1) Determine the size of box you want to build. Figure the dimensions of what you wish to hold – or what feels natural for you, and work from there. My dimensions are 17 – 1/2″ wide, 13 -1/2″ deep, and 11″ tall.

2) Cut the pine boards for the sides to length and width. I’m using 1×6 pine boards, which are really 3/4″ by 5-1/2″. I rip a board into 1-3/4″ wide strips, you get 3 from a full width board. This thin center board is the center board, with full-width 1×6 boards on each side.

3) Cut the side straps to length, which is equal to the width of your side. I cut mine a tad short, as it isn’t a critical dimension, and going back tot he miter saw to trim one that is a little long slows you down. My straps are made from a ferring strip ripped down the middle. This is the cheapest way to make these, and are roughly 1-1/8″ wide.

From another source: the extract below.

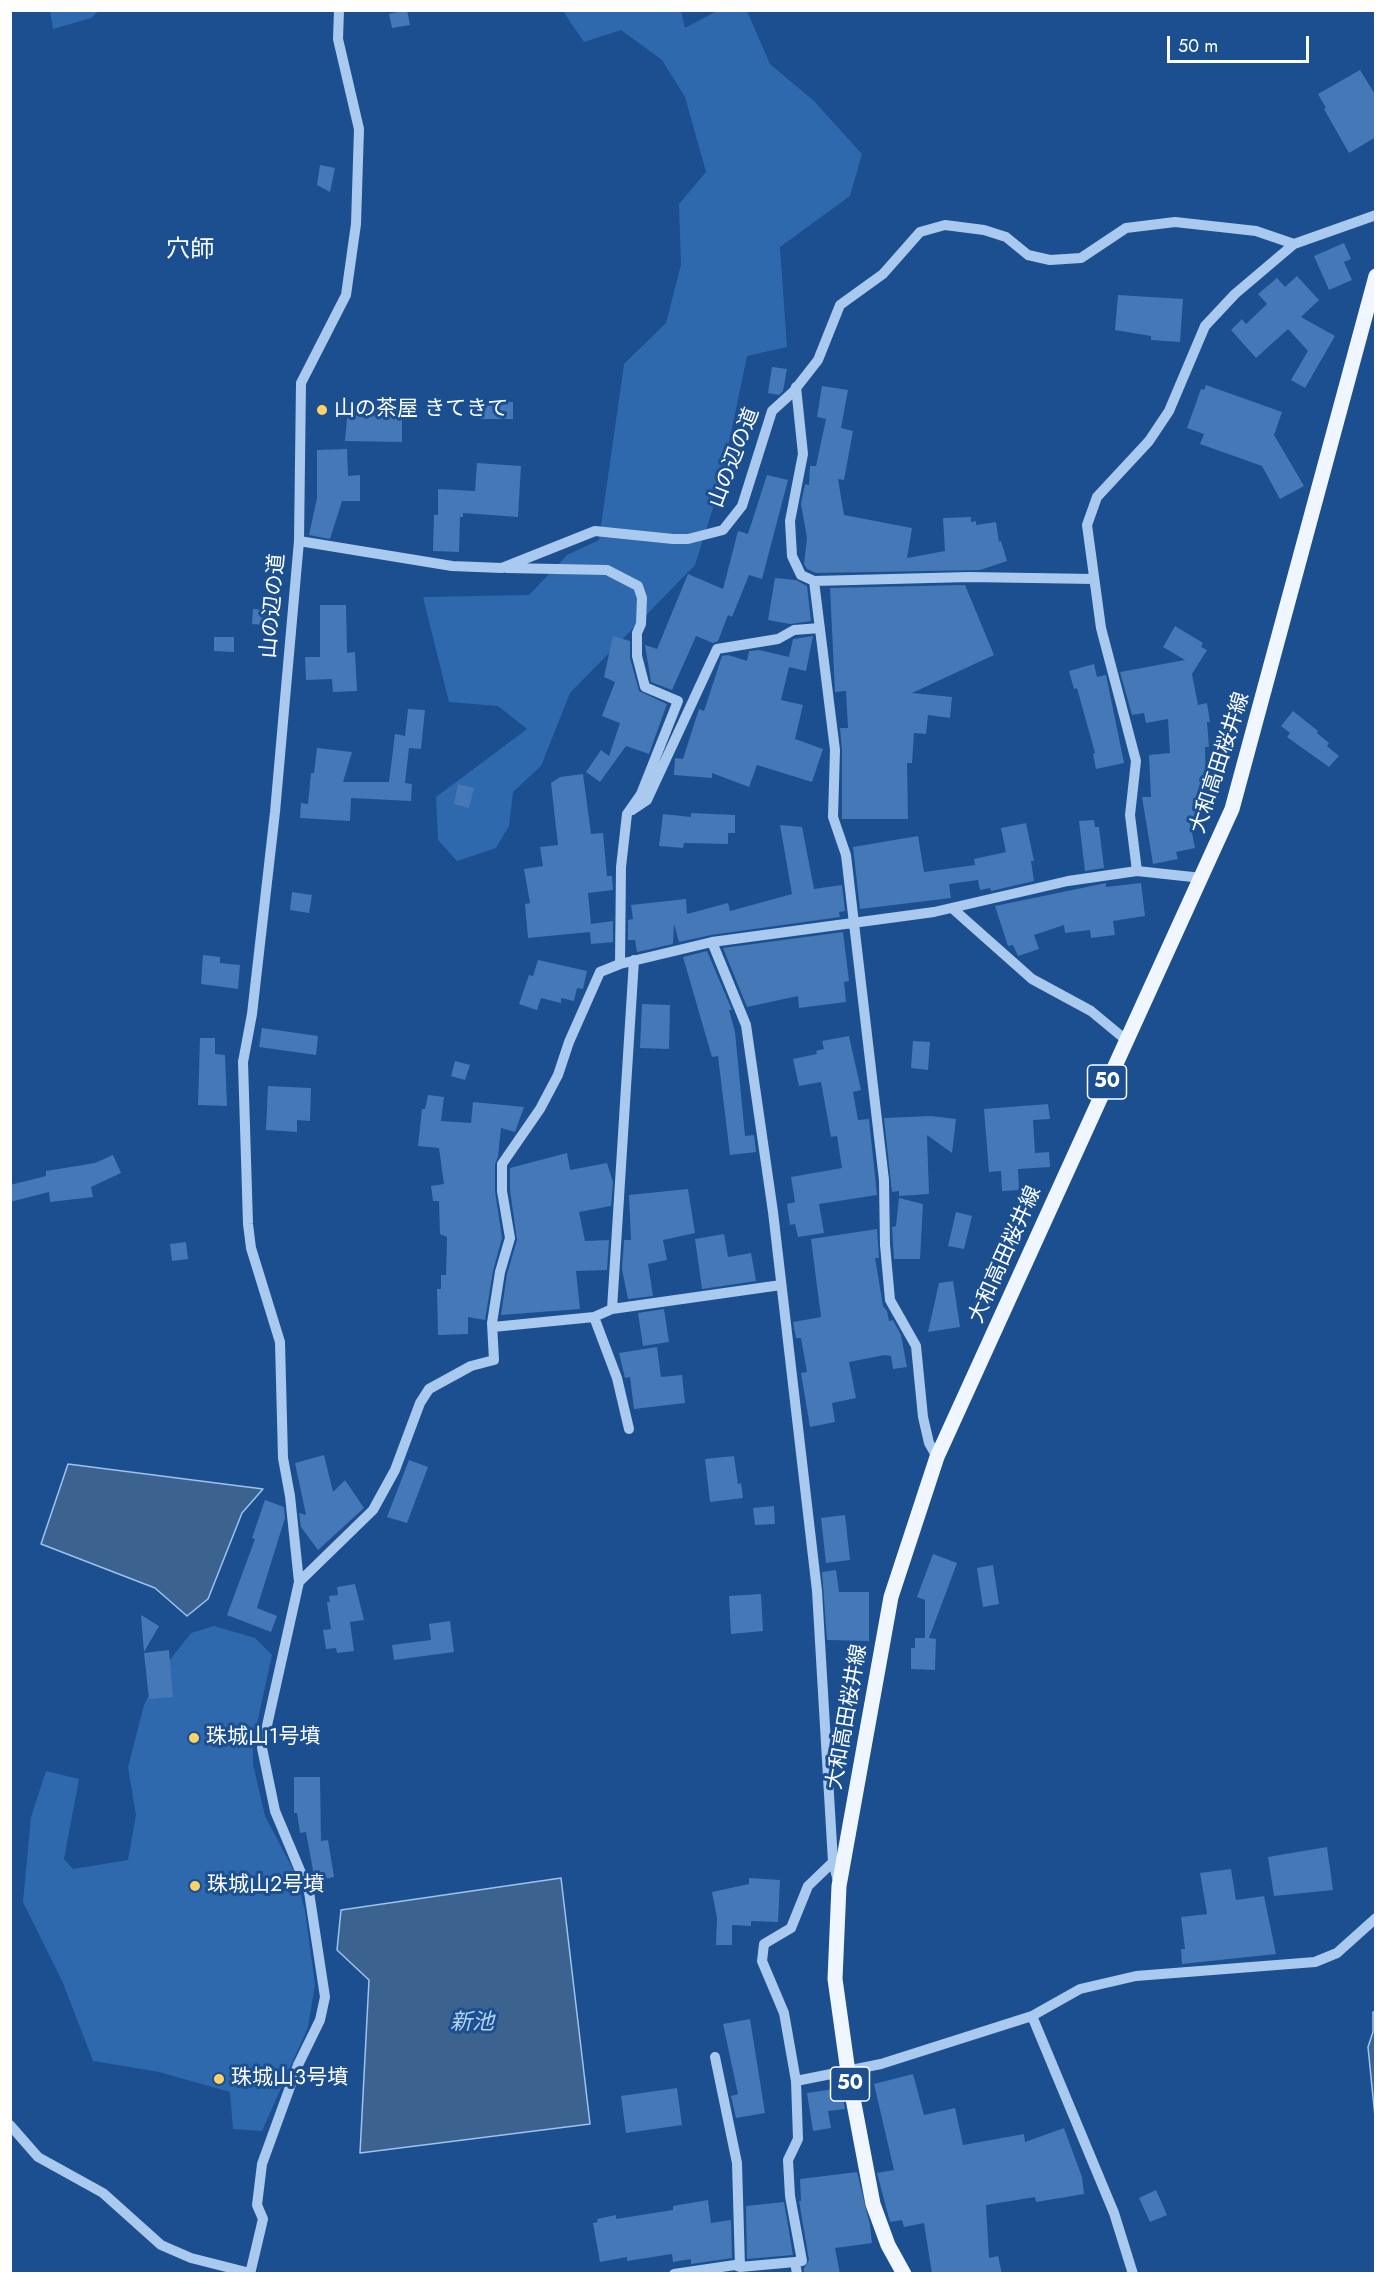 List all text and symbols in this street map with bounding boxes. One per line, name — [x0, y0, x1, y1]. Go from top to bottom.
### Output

4) Assemble the sides. I use 1-1/4″ drywall screws. Be sure to pre-drill. Remember to have the center board 3/4″ taller than the others. The bottom strap is flush with the bottom, when attaching the center board, remember you have a 3/4″ void there. The top strap is attached flush to the top of the left and right boards, not the center one that becomes the tab.

5) Cut the bottom to size. The length is a critical measurement, as this sets the final width of your box. I cut the depth a tad smaller because it makes assembly a bit faster, and you cannot make three 16″ strips from a 4′x8′ sheet of plywood – the blade will remove 1/8″ per cut.

6)Attach the bottom to the sides. Attach the bottom 3/8″ ply to the top of the lower strap on the side. I pre-drill holes at a slight angle to get my impact wrench in. For my box, I use 2 screws per side.

7) Cut two straps to length. These fit under the front and back of the box, and are equal to the width of the plywood minus two times the thickness of your strap. Don’t do any math, measure it and cut it to length. Too tight and it will force the sides apart, too loose, and it doesn’t lock things in.  Mine are 14-3/32″, but ferring strips vary in thickness quite a bit.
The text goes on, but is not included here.